According to data from Schaeffer's Senior Quantitative Researcher Rocky White, Crowdstrike stock just came back within one standard deviation of its 80-day moving average, after spending some time above the trendline. White's study shows the equity has made a similar move four other times. One month after these instances, the security was higher, averaging a 24.8% return. Should CRWD stage a comparable move from its current perch, it could put the equity at a fresh all-time high of $321.38.
A shift in the options pits could create additional tailwinds for CRWD. At the International Securities Exchange (ISE), Cboe Options Exchange (CBOE), and NASDAQ OMX PHLX (PHLX), the stock's 50-day put/call volume ratio sits higher than 99% of readings from the past year. This implies options traders are picking up puts at a quicker-than-usual clip.

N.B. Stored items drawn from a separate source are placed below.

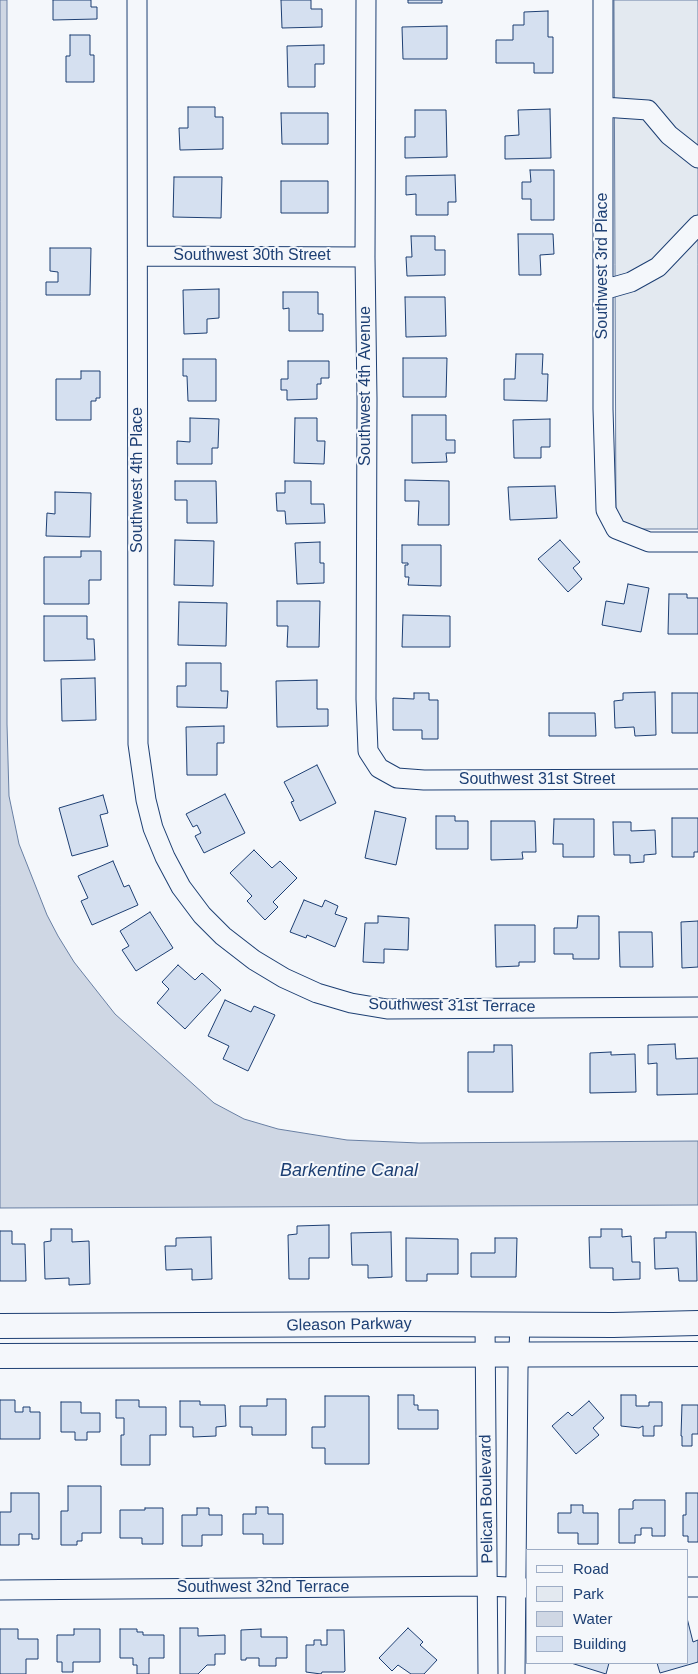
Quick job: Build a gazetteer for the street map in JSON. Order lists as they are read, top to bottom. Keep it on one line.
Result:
{"streets":{"main road":["Gleason Parkway"],"street":["Southwest 30th Street","Southwest 3rd Place","Southwest 4th Avenue","Southwest 4th Place","Southwest 31st Street","Southwest 31st Terrace","Pelican Boulevard","Southwest 32nd Terrace"]},"crossings":[["Southwest 30th Street","Southwest 4th Avenue"],["Southwest 30th Street","Southwest 4th Place"],["Southwest 4th Avenue","Southwest 31st Street"],["Southwest 4th Place","Southwest 31st Terrace"],["Gleason Parkway","Pelican Boulevard"],["Pelican Boulevard","Southwest 32nd Terrace"]],"water":["Barkentine Canal"],"legend":["Road","Park","Water","Building"]}
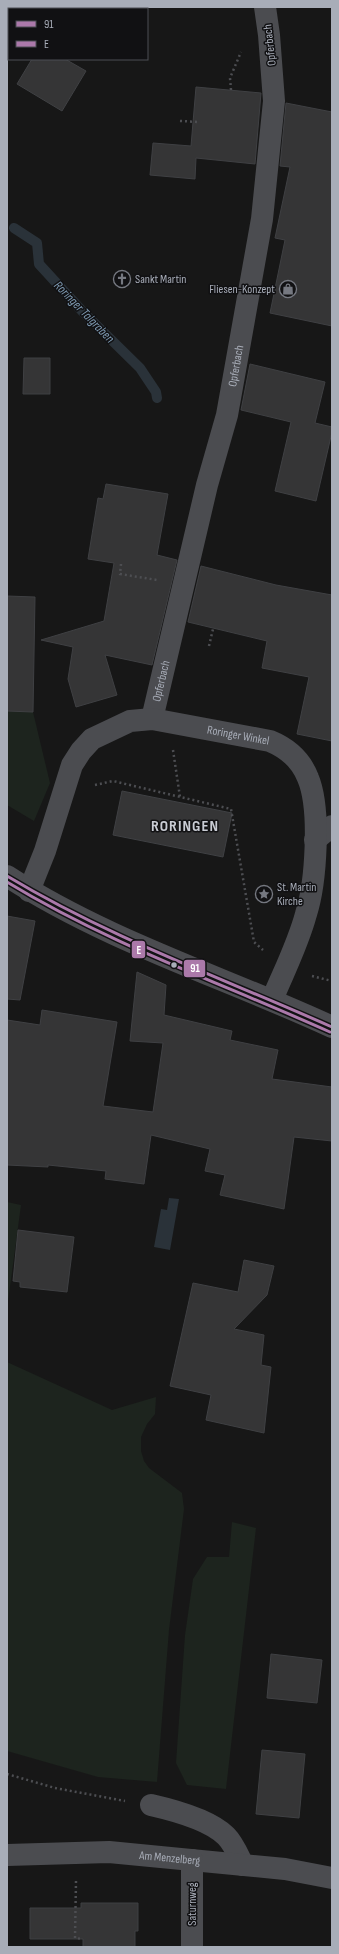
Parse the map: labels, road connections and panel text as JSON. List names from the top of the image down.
{
  "streets": {
    "street": [
      "Opferbach",
      "Roringer Winkel",
      "Am Menzelberg",
      "Saturnweg"
    ]
  },
  "crossings": [
    ["Opferbach", "Roringer Winkel"],
    ["Am Menzelberg", "Saturnweg"]
  ],
  "districts": ["RORINGEN"],
  "water": ["Roringer Talgraben"],
  "places": {
    "church": ["Sankt Martin"],
    "shop": ["Fliesen-Konzept"],
    "place": ["St. Martin Kirche"]
  },
  "lines": ["transit line 91", "transit line E"],
  "legend": ["91", "E"]
}
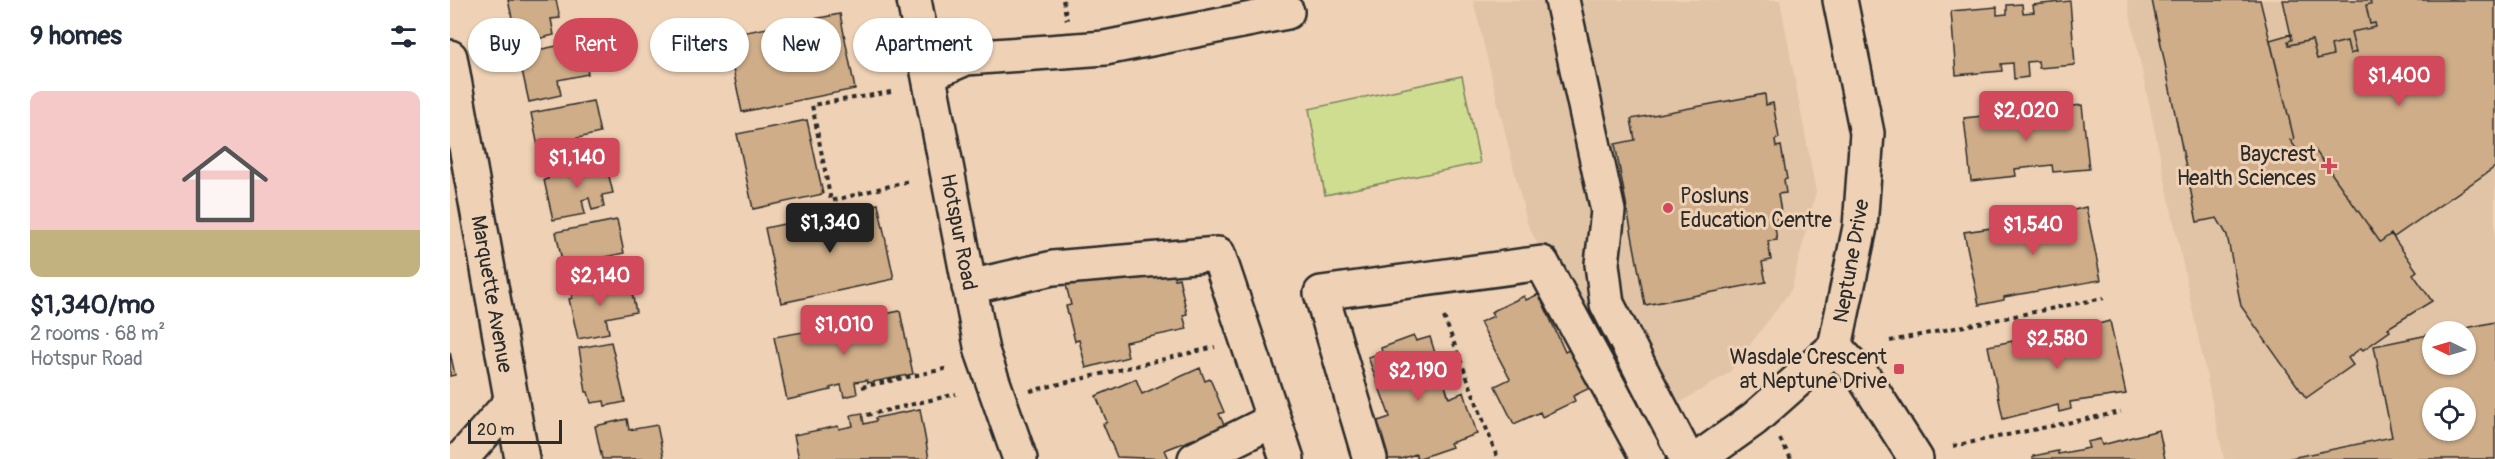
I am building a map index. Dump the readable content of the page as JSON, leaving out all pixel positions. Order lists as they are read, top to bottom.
{
  "streets": {
    "street": ["Hotspur Road", "Neptune Drive", "Marquette Avenue"]
  },
  "places": {
    "health": ["Baycrest Health Sciences"],
    "other": ["Posluns Education Centre"],
    "transit": ["Wasdale Crescent at Neptune Drive"]
  },
  "scale_bar": "20 m",
  "north": "left",
  "page": {
    "heading": "9 homes",
    "chip": [
      "Buy",
      "Rent",
      "Filters",
      "New",
      "Apartment"
    ],
    "price": [
      "$1,400",
      "$2,020",
      "$1,140",
      "$1,340",
      "$1,540",
      "$2,140",
      "$1,010",
      "$2,580",
      "$2,190"
    ],
    "list": [
      {
        "name": "$1,340/mo",
        "note": "2 rooms · 68 m² · Hotspur Road"
      }
    ],
    "scale": "20 m"
  }
}
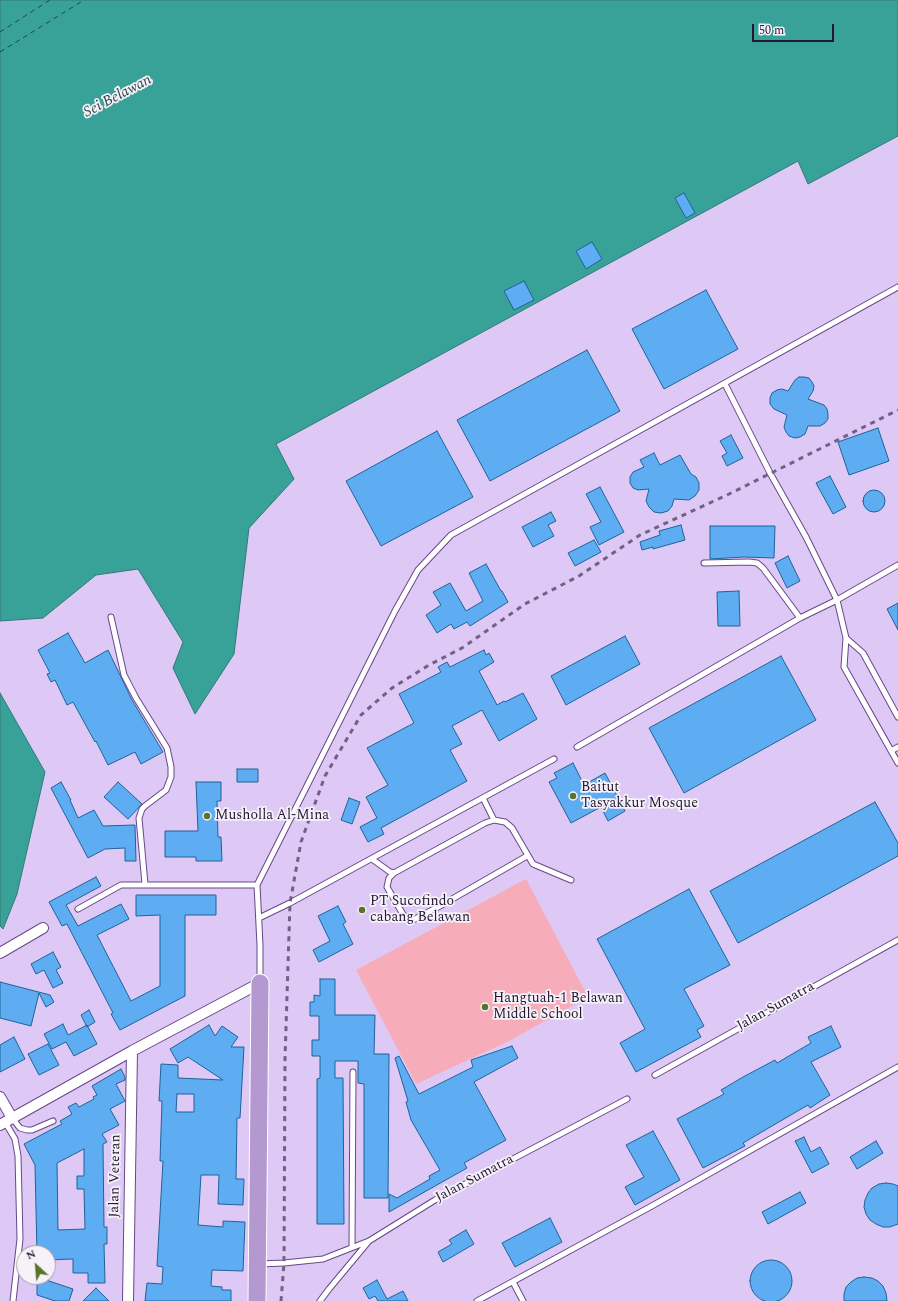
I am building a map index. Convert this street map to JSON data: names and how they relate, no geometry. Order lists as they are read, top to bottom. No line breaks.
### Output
{"streets":{"street":["Jalan Veteran"],"lane":["Jalan Sumatra"]},"water":["Sei Belawan"],"places":["Baitut Tasyakkur Mosque","Musholla Al-Mina","PT Sucofindo cabang Belawan","Hangtuah-1 Belawan Middle School"],"scale_bar":"50 m","north":"top left"}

Options seem like a good bet for those wanting to weigh on CrowdStrike's next move higher. CRWD's Schaeffer's Volatility Index (SVI) of 40% ranks in the 11th percentile of its annual range, meaning short-term options are pricing in low volatility expectations at the moment. Plus, the security has consistently rewarded premium buyers over the past year. Its Schaeffer's Volatility Scorecard (SVS) of 94 out of a 100 indicates the stock has tended to make outsized moves on the chart, relative to what the options market was anticipating.